-------- Records supplied --------

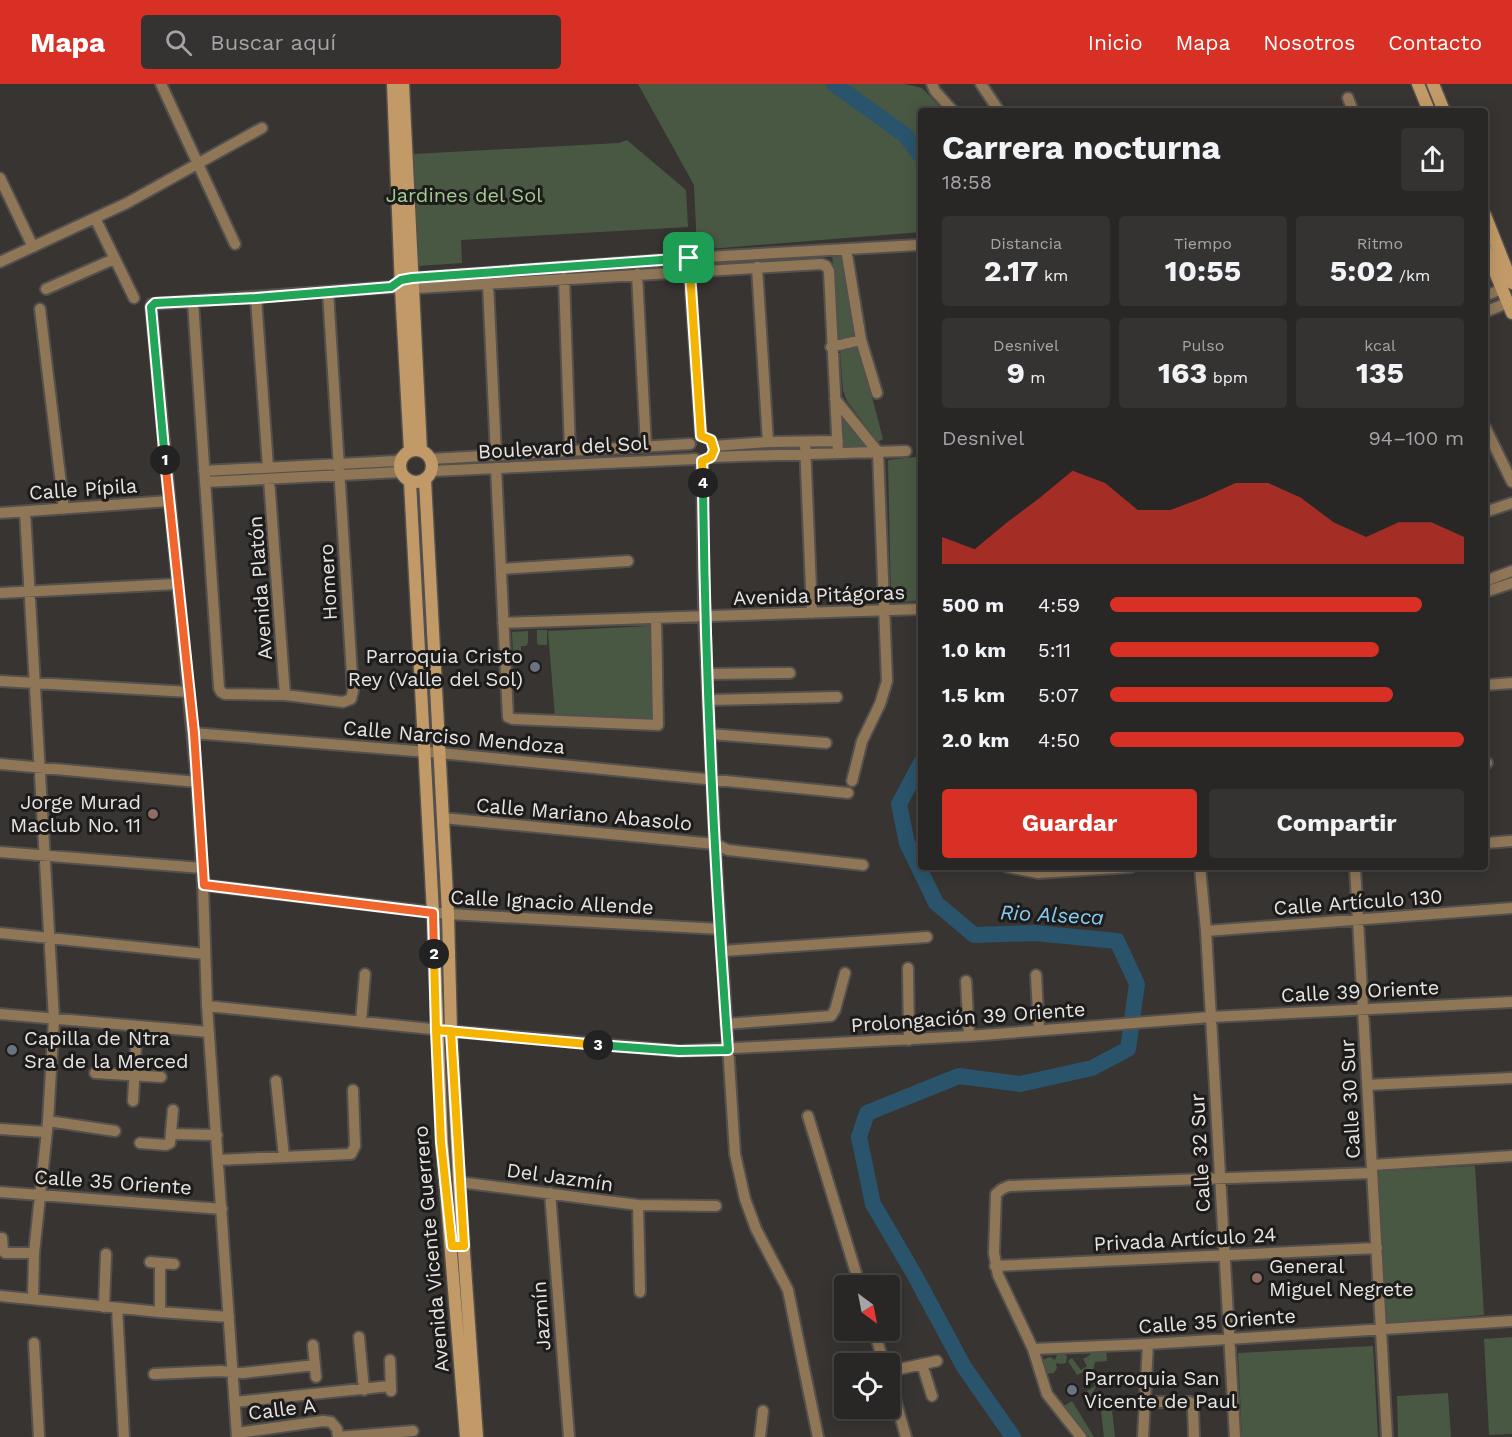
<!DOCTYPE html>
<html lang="es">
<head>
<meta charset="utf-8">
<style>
	body { margin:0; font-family:"Work Sans",sans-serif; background:#353332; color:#f1f3f6; height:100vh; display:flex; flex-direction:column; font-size:22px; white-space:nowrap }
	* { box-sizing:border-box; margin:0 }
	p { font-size:20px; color:#a5a5a7 }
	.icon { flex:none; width:33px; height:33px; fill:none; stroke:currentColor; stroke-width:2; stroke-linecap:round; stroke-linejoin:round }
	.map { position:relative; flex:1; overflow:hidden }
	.details { position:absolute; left:918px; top:24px; width:570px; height:762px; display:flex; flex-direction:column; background:#292726; border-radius:6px; box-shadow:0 3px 15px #0003,0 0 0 2px #454443 }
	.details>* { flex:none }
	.needle { width:39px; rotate:148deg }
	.controls { position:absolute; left:834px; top:1191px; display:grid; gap:12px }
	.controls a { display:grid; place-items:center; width:66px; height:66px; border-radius:6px; background:#292726; box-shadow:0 3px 15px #0003,0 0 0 2px #454443; font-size:30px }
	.pin { position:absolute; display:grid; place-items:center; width:51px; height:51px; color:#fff; margin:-26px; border-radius:12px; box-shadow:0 3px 9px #0006 }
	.km { position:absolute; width:30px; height:30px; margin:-15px; border-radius:50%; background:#222; color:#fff; font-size:16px; line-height:30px; text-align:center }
	.round { display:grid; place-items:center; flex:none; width:63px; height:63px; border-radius:6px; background:#353332 }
	.summary { display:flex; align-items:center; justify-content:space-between; height:102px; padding:0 24px }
	h1 { font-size:33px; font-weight:700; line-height:45px }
	.stats { display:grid; grid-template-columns:repeat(3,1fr); gap:9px; height:102px; padding:6px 24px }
	.stats div { display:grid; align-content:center; border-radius:6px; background:#353332; text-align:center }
	.stats b { font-size:30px; font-weight:700 }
	.stats small { font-size:16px; font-weight:400 }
	.stats p { font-size:16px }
	.chart { height:168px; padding:12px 24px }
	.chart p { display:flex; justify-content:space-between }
	.chart svg { width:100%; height:108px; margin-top:6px; fill:#d93025; opacity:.7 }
	.primary-button { display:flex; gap:12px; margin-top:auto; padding:12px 24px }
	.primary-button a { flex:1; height:69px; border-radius:6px; background:#d93025; color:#fff; font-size:24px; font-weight:700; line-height:69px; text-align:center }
	.primary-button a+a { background:#353332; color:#f1f3f6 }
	ul { padding:0 24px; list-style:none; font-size:20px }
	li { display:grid; grid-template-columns:96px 72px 1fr; align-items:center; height:45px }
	li i { height:15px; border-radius:8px; background:#d93025 }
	header { display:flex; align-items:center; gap:36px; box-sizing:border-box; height:84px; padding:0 30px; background:#d93025; color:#fff }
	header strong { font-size:28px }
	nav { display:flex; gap:33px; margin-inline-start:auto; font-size:21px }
	.search { width:420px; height:54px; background:#353332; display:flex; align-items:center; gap:15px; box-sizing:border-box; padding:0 21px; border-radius:6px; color:#a5a5a7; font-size:22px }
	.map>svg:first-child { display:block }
	.green { fill:#495843 }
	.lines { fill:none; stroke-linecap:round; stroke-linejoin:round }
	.river { stroke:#2a546b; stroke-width:16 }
	.minor-casing { stroke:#53504e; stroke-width:14 }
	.secondary-casing { stroke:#53504e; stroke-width:15 }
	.minor { stroke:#8f7657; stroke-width:10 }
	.secondary { stroke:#c29a68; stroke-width:12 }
	.split-1-casing { stroke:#fff; stroke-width:12 }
	.split-2-casing { stroke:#fff; stroke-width:12 }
	.split-3-casing { stroke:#fff; stroke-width:12 }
	.split-4-casing { stroke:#fff; stroke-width:12 }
	.split-5-casing { stroke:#fff; stroke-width:12 }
	.split-1 { stroke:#22a559; stroke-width:8 }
	.split-2 { stroke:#f0652b; stroke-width:8 }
	.split-3 { stroke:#f5b400; stroke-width:8 }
	.split-4 { stroke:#22a559; stroke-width:8 }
	.split-5 { stroke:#f5b400; stroke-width:8 }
	.worship-dot { fill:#6b7280; stroke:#1d1c1b; stroke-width:2 }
	.education-dot { fill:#8d6e63; stroke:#1d1c1b; stroke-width:2 }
	.labels { text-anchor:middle; stroke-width:6; stroke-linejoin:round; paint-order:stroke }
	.park-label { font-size:20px; fill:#a3cc92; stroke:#1d1c1b }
	.street-label { font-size:20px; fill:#e7e5e4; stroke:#1d1c1b }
	.poi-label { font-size:20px; fill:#e7e5e4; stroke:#1d1c1b; text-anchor:start }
	.water-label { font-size:21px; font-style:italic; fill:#86ccf4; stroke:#1d1c1b }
</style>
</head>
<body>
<header>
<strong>Mapa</strong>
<div class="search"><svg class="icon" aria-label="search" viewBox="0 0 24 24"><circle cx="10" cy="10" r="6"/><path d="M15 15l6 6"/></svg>Buscar aquí</div>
<nav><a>Inicio</a><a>Mapa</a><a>Nosotros</a><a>Contacto</a></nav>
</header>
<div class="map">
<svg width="1512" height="1353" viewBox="0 0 1512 1353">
	<rect width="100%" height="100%" fill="#373432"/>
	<path class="green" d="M638 0H905L922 4 944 27H921V148L697 166 694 101Z
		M627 56 686 106 688 143 461 156 462 179 419 182 413 70 619 59Z
		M832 170H841L855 253 839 255Z
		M859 263 883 355 878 358 847 317 843 307 840 267Z
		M839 327 867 363 843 364Z
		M915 373 921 376V517L891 518 888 376Z
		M650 542 656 638 555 633 548 547Z
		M537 546H547V561H539L537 559Z
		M528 547V559L526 562H521V570L513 571 512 548Z
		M1475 1082 1484 1231 1385 1239 1377 1087Z
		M1512 1253V1350L1489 1351 1484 1255Z
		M1373 1262 1378 1353H1242L1238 1269Z
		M1106 1265 1107 1277 1095 1278 1093 1287 1099 1298 1109 1297 1110 1301 1096 1302 1092 1310 1097 1318 1095 1320 1087 1307 1095 1302 1085 1287 1077 1291 1068 1277 1072 1274 1081 1286 1087 1282 1083 1275 1090 1271V1266Z
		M1062 1268 1067 1272 1066 1279 1061 1280 1056 1279 1057 1284 1054 1289 1046 1290 1042 1276 1050 1273 1055 1276 1057 1271Z
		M1448 1309 1451 1353H1398L1397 1312Z
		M1072 1317 1094 1353H1089L1064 1322Z
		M1112 1325 1115 1353H1104L1101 1327Z"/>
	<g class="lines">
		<path class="river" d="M834 0 905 51 921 72
			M921 679 899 720 907 759 936 819 974 851 1035 849 1117 857 1137 900 1128 965 1092 984 1020 1000 959 992 867 1029 859 1053 873 1120 914 1190 964 1283 1013 1353"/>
		<defs>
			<path id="minor" d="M161 0 235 160
				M932 0 935 7 953 27
				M981 0 999 27
				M1348 14 1353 27
				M0 94 33 163
				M95 134 134 214
				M846 165 861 256 877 309
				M0 178 127 119 262 44
				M689 180 701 352
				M757 183 768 358
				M637 190 646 363
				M564 194 570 367
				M405 195 689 174 918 161
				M488 199 496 371
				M46 205 114 175
				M1485 212 1502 205
				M256 214 268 383
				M193 218 219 604 221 608 225 610 285 611 343 618 351 615 353 607 328 208
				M40 225 64 425
				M1485 228 1507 219
				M831 263 861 256
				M835 315 878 368 887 597 880 620 862 657 852 697
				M1485 343 1512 398
				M805 359 812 529
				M714 362 768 358 838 357
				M711 373 906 367
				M431 375 690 360
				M702 377 704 532 715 760 735 1070 745 1115 756 1145 788 1206 818 1353
				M496 384 508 633 513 635 658 641 656 534
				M204 387 396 377 402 374
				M432 387 695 375
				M269 395 285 611
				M205 398 400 388
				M25 428 54 935 48 1037 34 1169 33 1215
				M1485 428 1512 419
				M0 429 169 417
				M501 485 628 477
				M1485 497 1512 487
				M1485 508 1512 499
				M0 509 177 500
				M503 539 921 525
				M707 590 790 589
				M0 597 189 608
				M1485 601 1512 599
				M709 616 837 613
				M193 649 440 669 848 709
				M710 650 826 659
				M0 680 197 698
				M1485 680 1487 679
				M443 734 715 760 728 766 863 781
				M1485 759 1512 757
				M0 768 202 784
				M1008 783 1038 789 1131 783
				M1200 783 1206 847 1235 1353
				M1355 783 1387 1353
				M203 801 448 830 720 845
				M1206 847 1512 824
				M0 849 205 870
				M722 867 927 853
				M908 884 909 956
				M1036 891 1039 946
				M966 897 969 952
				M207 922 451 947 679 967 969 952 1211 933 1512 918
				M0 930 209 948
				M361 938 365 890
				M726 940 831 932 835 926 845 889
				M95 989 161 993
				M276 997 284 1073
				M1367 1001 1512 994
				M133 1017 137 942
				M808 1032 860 1202
				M48 1037 115 1047
				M0 1045 46 1048
				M171 1050 217 1051
				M140 1059 166 1061 170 1059 173 1026
				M218 1076 351 1070 355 1062 353 1006
				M1372 1081 1512 1072
				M459 1098 638 1121 716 1122
				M0 1108 222 1125
				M550 1109 569 1353
				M638 1121 640 1208
				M2 1154 3 1167 5 1169H34
				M150 1178 174 1180
				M160 1179V1228
				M995 1182 1377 1164
				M0 1212 160 1228 229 1233
				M104 1223 106 1170
				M117 1224 124 1353
				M874 1246 884 1280
				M359 1253 364 1306
				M34 1259 39 1353
				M313 1261 316 1293
				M1033 1265 1148 1260 1512 1237
				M390 1276 391 1307
				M922 1280 932 1312
				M890 1287 937 1277
				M154 1290 220 1287 243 1289 315 1281
				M890 1297 906 1353
				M235 1318 390 1302
				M1145 1318H1190L1193 1324 1194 1353
				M237 1349 323 1337 331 1338 337 1345 338 1353
				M237 1353 207 922 203 801 197 698 151 223 152 220 391 203 401 205 821 180 826 182 829 187 838 369
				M338 1353 413 1347
				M760 1353 763 1327
				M1081 1353 1047 1310 1033 1265 998 1191 994 1169 996 1110 1002 1105 1009 1102 1372 1089
				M1143 1353 1148 1260"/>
			<path id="secondary" d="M393 0 401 205 410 367
				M403 0 421 367
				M1418 0 1429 27
				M1433 0 1444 27
				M1485 131 1512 199
				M1485 164 1512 229
				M400 382a16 16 0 1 1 32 0a16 16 0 1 1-32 0Z
				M425 396 448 830 451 947 459 1098 477 1353
				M410 398 433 829 442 1058 466 1353"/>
		</defs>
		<use href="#minor" class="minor-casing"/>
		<use href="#secondary" class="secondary-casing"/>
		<use href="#minor" class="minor"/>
		<use href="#secondary" class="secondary"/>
	</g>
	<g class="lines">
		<defs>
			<path id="split-1" d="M165 376 151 223 155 219 256 214 391 203 401 196 412 194 689 174"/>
			<path id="split-2" d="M165 376 194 649 204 801 433 829 434 870"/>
			<path id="split-3" d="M434 870 436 946 451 947 464 1162H452L441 1058 436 946 598 961"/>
			<path id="split-4" d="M598 961 679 967 728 966C714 777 705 588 703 399"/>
			<path id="split-5" d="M689 174 701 352 711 356 714 366 711 373 702 377 703 399"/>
		</defs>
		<use href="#split-1" class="split-1-casing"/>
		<use href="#split-2" class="split-2-casing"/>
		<use href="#split-3" class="split-3-casing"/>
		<use href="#split-4" class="split-4-casing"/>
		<use href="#split-5" class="split-5-casing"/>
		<use href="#split-1" class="split-1"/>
		<use href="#split-2" class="split-2"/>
		<use href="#split-3" class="split-3"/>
		<use href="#split-4" class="split-4"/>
		<use href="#split-5" class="split-5"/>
	</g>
	<g class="worship-dot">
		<circle cx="535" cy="583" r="6"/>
		<circle cx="12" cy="966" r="6"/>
		<circle cx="1072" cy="1306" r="6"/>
	</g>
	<g class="education-dot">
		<circle cx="153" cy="730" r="6"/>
		<circle cx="1257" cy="1194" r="6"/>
	</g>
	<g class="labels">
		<g class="park-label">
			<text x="464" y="118">Jardines del Sol</text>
		</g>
		<g class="street-label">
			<text transform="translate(563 363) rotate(-3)" y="7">Boulevard del Sol</text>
			<text transform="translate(83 405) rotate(-4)" y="7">Calle Pípila</text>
			<text transform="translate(328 498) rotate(-93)" y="7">Homero</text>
			<text transform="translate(260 504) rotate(-94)" y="7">Avenida Platón</text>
			<text transform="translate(819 511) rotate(-2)" y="7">Avenida Pitágoras</text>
			<text transform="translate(454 653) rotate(5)" y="7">Calle Narciso Mendoza</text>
			<text transform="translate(584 730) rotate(5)" y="7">Calle Mariano Abasolo</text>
			<text transform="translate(552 818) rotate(3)" y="7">Calle Ignacio Allende</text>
			<text transform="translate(1358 818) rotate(-4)" y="7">Calle Artículo 130</text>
			<text transform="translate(1360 907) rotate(-3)" y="7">Calle 39 Oriente</text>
			<text transform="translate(968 933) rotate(-4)" y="7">Prolongación 39 Oriente</text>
			<text transform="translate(1350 1015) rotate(-93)" y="7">Calle 30 Sur</text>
			<text transform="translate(1200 1069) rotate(-93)" y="7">Calle 32 Sur</text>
			<text transform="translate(560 1093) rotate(8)" y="7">Del Jazmín</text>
			<text transform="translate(113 1098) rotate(4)" y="7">Calle 35 Oriente</text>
			<text transform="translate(1185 1155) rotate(-3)" y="7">Privada Artículo 24</text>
			<text transform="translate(431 1165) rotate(-95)" y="7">Avenida Vicente Guerrero</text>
			<text transform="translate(541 1232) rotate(-94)" y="7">Jazmín</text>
			<text transform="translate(1217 1237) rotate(-4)" y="7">Calle 35 Oriente</text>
			<text transform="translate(282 1325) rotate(-7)" y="7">Calle A</text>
		</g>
		<g class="poi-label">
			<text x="523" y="579" text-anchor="end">Parroquia Cristo<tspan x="523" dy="23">Rey (Valle del Sol)</tspan></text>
			<text x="141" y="725" text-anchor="end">Jorge Murad<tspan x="141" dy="23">Maclub No. 11</tspan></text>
			<text x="24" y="961">Capilla de Ntra<tspan x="24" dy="23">Sra de la Merced</tspan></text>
			<text x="1269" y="1189">General<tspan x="1269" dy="23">Miguel Negrete</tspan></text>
			<text x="1084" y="1301">Parroquia San<tspan x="1084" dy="23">Vicente de Paul</tspan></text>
		</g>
		<g class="water-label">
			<text transform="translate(1052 831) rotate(3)" y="7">Rio Alseca</text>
		</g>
	</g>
</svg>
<div class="controls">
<a><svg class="needle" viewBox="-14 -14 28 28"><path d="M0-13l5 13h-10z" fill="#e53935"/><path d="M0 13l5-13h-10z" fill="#a5a5a7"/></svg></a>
<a><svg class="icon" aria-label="locate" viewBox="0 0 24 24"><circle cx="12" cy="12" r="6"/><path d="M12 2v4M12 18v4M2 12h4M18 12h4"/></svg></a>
</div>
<div class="pin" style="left:689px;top:174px;background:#1e9e55"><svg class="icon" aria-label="arrive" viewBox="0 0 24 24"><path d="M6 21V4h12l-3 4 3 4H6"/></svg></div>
<b class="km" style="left:165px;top:376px">1</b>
<b class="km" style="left:434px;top:870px">2</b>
<b class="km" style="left:598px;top:961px">3</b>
<b class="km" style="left:703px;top:399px">4</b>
<section class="details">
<div class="summary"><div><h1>Carrera nocturna</h1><p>18:58</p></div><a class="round"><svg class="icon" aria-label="share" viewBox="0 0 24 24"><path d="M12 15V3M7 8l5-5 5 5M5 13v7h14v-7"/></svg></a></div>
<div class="stats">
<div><p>Distancia</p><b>2.17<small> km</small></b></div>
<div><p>Tiempo</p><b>10:55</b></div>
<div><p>Ritmo</p><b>5:02<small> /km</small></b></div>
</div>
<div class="stats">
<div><p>Desnivel</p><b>9<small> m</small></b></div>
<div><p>Pulso</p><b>163<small> bpm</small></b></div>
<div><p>kcal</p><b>135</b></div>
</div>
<div class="chart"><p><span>Desnivel</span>94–100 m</p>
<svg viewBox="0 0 160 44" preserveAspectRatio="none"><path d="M0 44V33L10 38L20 27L30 17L40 6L50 11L60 22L70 22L80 17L90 11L100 11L110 17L120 27L130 33L140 27L150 27L160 33V44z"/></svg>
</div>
<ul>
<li><b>500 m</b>4:59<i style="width:88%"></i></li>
<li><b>1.0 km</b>5:11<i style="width:76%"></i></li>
<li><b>1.5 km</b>5:07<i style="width:80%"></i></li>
<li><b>2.0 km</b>4:50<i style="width:100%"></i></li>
</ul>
<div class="primary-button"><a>Guardar</a><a>Compartir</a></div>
</section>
</div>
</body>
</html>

--------

▶ **How to complete this task**: Leave the pictures out and reproduce exactly the lines from the top of the listing above through the line with "position:relative; flex:1; overflow:hidden".

▶ **Response**:
<!DOCTYPE html>
<html lang="es">
<head>
<meta charset="utf-8">
<style>
	body { margin:0; font-family:"Work Sans",sans-serif; background:#353332; color:#f1f3f6; height:100vh; display:flex; flex-direction:column; font-size:22px; white-space:nowrap }
	* { box-sizing:border-box; margin:0 }
	p { font-size:20px; color:#a5a5a7 }
	.icon { flex:none; width:33px; height:33px; fill:none; stroke:currentColor; stroke-width:2; stroke-linecap:round; stroke-linejoin:round }
	.map { position:relative; flex:1; overflow:hidden }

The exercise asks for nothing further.